What you will do –
Report back every line below that carries the word "controls".

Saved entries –
+ + + + + + +
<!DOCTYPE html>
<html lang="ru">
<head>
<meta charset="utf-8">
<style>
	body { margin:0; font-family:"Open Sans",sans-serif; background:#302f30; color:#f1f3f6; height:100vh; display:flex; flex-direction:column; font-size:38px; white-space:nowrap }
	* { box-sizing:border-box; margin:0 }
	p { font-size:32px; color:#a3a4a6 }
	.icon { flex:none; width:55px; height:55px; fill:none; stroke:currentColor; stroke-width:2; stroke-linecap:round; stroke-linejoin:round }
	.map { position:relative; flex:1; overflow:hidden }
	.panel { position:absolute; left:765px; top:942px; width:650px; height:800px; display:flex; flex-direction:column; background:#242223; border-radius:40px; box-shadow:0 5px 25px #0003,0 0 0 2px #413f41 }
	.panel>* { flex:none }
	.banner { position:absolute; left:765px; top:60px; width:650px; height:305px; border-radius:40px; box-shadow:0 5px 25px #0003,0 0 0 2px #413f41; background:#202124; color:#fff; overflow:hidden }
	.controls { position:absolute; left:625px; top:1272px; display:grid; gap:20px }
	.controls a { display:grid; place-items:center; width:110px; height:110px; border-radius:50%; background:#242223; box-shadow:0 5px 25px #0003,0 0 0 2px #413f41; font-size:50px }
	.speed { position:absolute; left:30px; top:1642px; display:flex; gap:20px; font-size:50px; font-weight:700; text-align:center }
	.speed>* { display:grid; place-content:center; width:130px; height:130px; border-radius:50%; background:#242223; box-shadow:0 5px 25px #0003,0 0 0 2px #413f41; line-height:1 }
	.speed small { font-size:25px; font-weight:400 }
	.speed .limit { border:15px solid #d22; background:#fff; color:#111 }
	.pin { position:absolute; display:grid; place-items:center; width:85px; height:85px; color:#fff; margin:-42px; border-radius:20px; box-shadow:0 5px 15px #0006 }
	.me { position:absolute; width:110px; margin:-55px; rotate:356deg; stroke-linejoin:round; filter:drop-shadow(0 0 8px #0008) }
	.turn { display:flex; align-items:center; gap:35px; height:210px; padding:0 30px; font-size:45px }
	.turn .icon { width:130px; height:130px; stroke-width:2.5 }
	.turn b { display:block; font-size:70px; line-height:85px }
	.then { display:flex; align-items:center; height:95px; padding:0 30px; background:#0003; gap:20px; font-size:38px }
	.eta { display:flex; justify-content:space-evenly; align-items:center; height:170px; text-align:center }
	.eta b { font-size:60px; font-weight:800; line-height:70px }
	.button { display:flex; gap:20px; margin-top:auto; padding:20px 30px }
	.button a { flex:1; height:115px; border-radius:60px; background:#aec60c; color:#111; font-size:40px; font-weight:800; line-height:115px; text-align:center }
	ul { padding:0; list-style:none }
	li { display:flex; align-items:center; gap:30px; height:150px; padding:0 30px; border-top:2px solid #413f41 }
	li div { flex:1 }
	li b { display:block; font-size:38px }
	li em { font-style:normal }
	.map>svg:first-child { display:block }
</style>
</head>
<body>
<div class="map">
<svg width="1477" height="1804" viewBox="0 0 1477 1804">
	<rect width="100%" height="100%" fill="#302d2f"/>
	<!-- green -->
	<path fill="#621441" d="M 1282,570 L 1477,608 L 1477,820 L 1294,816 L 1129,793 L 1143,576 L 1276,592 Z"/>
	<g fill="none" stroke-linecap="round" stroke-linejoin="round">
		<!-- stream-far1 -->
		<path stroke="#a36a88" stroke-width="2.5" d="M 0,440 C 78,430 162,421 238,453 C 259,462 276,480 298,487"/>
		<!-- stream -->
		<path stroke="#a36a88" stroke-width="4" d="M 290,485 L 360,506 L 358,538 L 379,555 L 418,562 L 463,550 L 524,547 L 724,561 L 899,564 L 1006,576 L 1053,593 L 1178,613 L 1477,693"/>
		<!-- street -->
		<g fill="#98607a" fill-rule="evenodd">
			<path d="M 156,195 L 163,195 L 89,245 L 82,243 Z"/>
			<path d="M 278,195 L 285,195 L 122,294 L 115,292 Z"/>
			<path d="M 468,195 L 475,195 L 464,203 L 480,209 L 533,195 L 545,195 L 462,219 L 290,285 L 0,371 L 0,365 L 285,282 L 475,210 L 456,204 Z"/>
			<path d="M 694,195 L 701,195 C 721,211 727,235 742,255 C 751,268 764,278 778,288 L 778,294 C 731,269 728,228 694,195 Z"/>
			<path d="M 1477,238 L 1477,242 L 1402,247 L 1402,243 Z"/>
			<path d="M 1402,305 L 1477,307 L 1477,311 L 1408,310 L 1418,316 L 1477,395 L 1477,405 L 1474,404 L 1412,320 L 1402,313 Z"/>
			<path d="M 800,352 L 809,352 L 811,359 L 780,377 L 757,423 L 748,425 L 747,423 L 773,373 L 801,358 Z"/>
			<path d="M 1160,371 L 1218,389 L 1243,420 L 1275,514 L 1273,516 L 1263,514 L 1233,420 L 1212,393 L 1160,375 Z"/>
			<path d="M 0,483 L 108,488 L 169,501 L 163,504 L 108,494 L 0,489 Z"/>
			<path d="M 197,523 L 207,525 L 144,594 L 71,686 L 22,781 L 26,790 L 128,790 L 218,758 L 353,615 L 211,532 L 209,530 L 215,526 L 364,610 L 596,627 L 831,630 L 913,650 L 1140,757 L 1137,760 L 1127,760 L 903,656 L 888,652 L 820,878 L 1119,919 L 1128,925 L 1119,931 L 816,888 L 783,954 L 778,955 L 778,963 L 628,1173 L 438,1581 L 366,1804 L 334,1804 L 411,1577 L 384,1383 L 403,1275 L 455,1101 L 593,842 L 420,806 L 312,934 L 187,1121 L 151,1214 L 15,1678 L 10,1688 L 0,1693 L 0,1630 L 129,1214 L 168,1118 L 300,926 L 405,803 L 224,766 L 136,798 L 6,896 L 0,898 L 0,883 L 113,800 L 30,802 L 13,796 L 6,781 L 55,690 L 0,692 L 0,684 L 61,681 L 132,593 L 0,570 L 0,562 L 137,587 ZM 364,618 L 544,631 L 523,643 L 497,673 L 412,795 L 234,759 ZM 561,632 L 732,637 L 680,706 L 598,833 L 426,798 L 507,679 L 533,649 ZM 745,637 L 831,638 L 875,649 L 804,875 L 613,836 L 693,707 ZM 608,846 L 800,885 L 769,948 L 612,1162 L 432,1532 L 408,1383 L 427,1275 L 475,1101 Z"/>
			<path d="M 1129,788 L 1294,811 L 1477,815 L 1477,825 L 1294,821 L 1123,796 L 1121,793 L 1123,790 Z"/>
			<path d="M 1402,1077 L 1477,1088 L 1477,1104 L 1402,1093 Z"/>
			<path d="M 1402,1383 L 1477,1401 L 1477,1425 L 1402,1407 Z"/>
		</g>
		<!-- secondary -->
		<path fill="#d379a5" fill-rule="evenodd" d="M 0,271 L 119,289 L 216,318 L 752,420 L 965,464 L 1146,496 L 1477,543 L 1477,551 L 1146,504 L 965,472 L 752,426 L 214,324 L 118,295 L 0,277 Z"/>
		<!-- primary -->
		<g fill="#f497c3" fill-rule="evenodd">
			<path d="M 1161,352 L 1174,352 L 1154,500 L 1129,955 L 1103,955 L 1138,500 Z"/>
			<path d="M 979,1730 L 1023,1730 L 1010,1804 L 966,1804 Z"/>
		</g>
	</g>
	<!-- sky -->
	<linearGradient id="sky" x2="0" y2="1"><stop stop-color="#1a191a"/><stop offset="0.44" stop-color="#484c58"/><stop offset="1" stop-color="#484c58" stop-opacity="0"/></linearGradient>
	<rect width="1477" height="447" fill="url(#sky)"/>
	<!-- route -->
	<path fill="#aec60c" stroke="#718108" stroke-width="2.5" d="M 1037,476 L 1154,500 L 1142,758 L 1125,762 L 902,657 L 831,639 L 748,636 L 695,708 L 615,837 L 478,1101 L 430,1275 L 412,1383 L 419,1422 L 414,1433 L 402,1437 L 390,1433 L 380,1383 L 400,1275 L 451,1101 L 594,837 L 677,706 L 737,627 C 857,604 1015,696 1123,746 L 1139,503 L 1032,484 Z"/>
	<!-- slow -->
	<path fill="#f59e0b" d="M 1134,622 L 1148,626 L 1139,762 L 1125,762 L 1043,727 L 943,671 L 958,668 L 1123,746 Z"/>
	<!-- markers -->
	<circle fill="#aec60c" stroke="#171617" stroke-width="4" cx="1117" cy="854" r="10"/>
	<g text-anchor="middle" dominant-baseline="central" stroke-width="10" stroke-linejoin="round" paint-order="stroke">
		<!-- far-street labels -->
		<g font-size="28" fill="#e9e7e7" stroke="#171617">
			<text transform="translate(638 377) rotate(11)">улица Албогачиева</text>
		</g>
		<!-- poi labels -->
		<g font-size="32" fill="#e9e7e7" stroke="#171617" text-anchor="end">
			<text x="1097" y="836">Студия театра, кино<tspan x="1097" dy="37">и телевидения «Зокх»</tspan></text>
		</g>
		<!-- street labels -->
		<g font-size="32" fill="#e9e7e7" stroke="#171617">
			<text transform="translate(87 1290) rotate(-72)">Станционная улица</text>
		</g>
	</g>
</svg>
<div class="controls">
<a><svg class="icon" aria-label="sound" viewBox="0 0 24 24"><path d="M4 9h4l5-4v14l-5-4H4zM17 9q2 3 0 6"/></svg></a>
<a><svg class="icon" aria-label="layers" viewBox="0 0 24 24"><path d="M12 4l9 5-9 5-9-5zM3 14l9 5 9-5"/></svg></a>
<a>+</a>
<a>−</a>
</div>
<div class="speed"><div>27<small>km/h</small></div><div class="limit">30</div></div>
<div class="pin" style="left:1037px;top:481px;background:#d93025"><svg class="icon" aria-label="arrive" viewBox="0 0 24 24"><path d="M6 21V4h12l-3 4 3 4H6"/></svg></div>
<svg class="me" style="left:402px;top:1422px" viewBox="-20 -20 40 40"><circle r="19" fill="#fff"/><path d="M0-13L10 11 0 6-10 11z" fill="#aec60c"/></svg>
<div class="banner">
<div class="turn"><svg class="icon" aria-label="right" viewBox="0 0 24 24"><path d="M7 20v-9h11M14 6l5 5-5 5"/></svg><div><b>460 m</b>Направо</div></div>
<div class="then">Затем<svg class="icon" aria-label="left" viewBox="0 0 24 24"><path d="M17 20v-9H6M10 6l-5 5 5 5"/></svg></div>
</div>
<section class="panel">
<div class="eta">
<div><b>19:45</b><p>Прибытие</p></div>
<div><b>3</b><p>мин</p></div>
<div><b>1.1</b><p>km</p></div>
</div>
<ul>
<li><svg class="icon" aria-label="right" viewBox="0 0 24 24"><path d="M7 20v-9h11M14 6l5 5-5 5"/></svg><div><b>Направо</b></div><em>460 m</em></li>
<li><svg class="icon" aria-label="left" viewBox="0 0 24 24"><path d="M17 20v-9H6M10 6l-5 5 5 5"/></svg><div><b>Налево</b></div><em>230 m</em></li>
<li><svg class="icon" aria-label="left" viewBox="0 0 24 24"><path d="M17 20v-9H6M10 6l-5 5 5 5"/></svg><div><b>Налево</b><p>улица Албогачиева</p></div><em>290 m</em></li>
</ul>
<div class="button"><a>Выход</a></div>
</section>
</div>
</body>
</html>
+ + + + + + +
Written answer –
	.controls { position:absolute; left:625px; top:1272px; display:grid; gap:20px }
	.controls a { display:grid; place-items:center; width:110px; height:110px; border-radius:50%; background:#242223; box-shadow:0 5px 25px #0003,0 0 0 2px #413f41; font-size:50px }
<div class="controls">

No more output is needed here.